--- Source material Enclosed Below ---

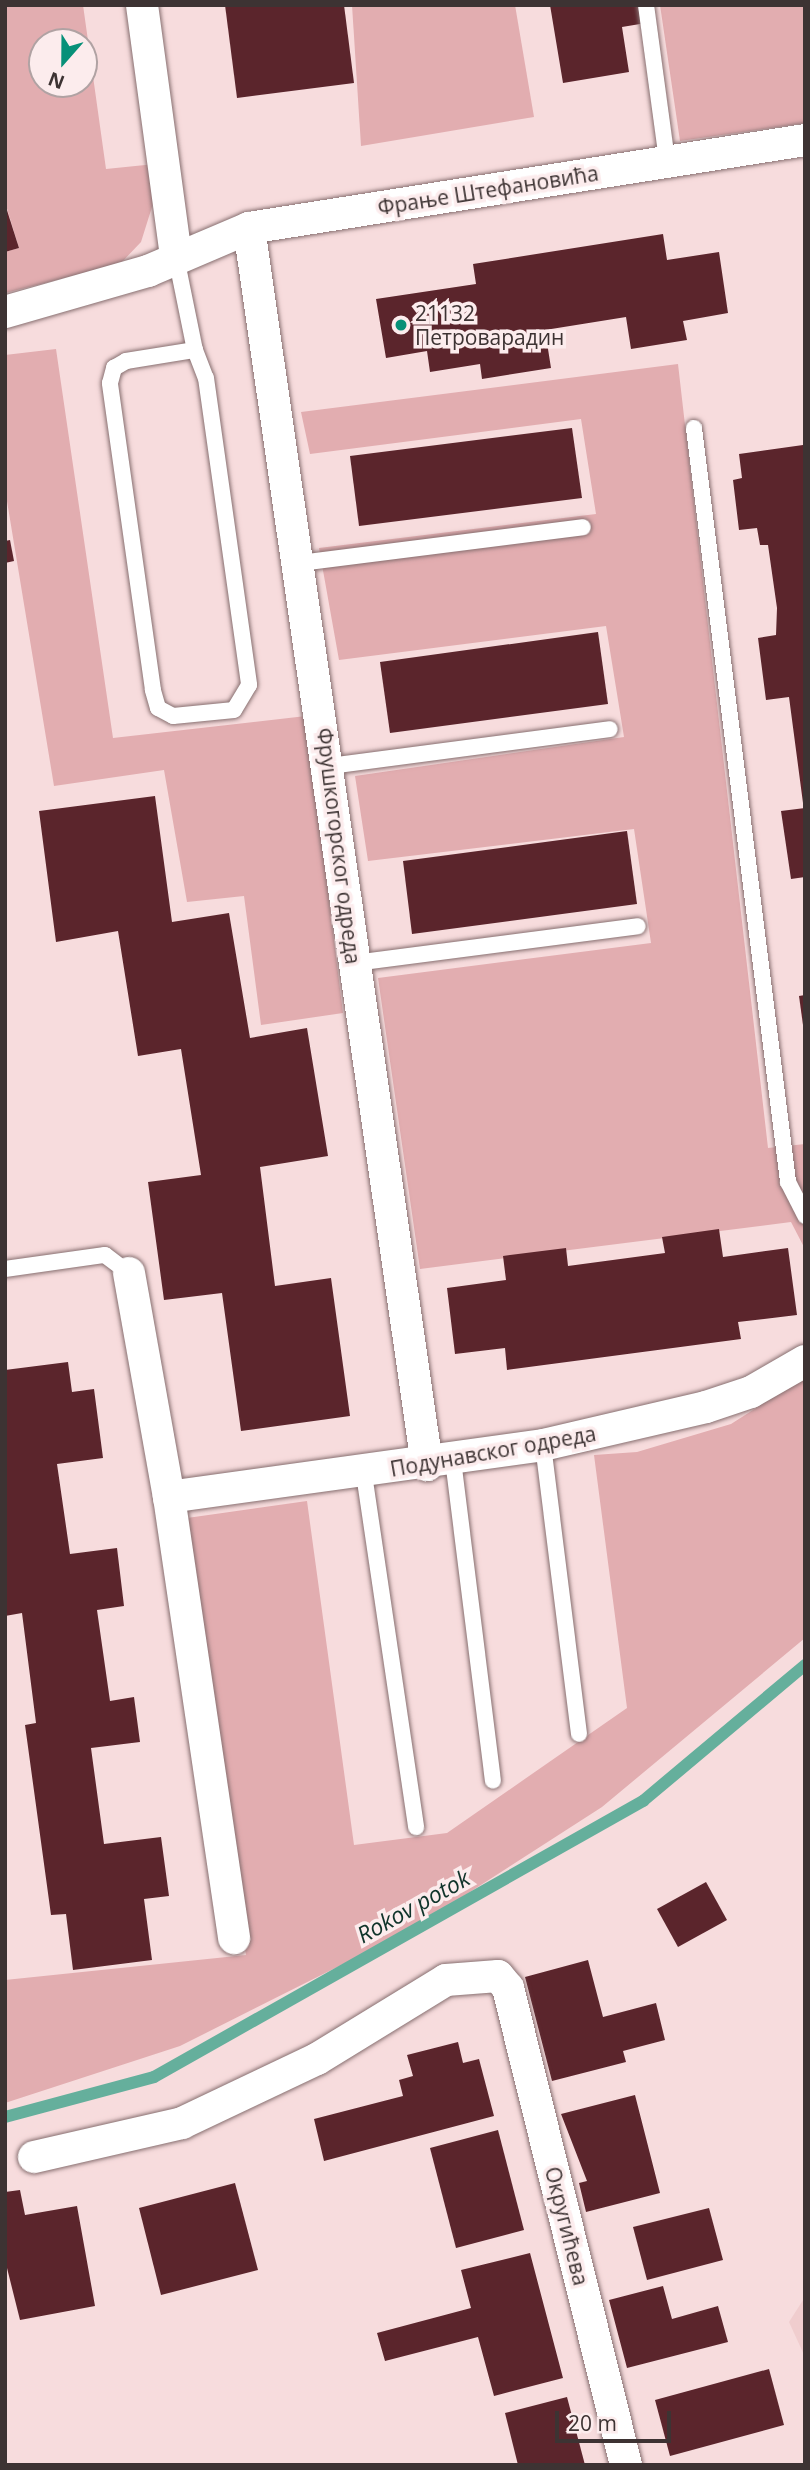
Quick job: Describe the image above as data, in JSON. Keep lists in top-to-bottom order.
{
  "streets": {
    "street": [
      "Фрање Штефановића",
      "Фрушкогорског одреда",
      "Подунавског одреда",
      "Округићева"
    ]
  },
  "crossings": [
    ["Фрање Штефановића", "Фрушкогорског одреда"],
    ["Фрушкогорског одреда", "Подунавског одреда"]
  ],
  "water": ["Rokov potok"],
  "places": ["21132 Петроварадин"],
  "scale_bar": "20 m",
  "north": "bottom"
}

--- End of Enclosed Source material ---

# Aim of the task:
A word-for-word copy of all the records above is required, with the pictures left out.

# Exercise output:
Quick job: Describe the image above as data, in JSON. Keep lists in top-to-bottom order.
{
  "streets": {
    "street": [
      "Фрање Штефановића",
      "Фрушкогорског одреда",
      "Подунавског одреда",
      "Округићева"
    ]
  },
  "crossings": [
    ["Фрање Штефановића", "Фрушкогорског одреда"],
    ["Фрушкогорског одреда", "Подунавског одреда"]
  ],
  "water": ["Rokov potok"],
  "places": ["21132 Петроварадин"],
  "scale_bar": "20 m",
  "north": "bottom"
}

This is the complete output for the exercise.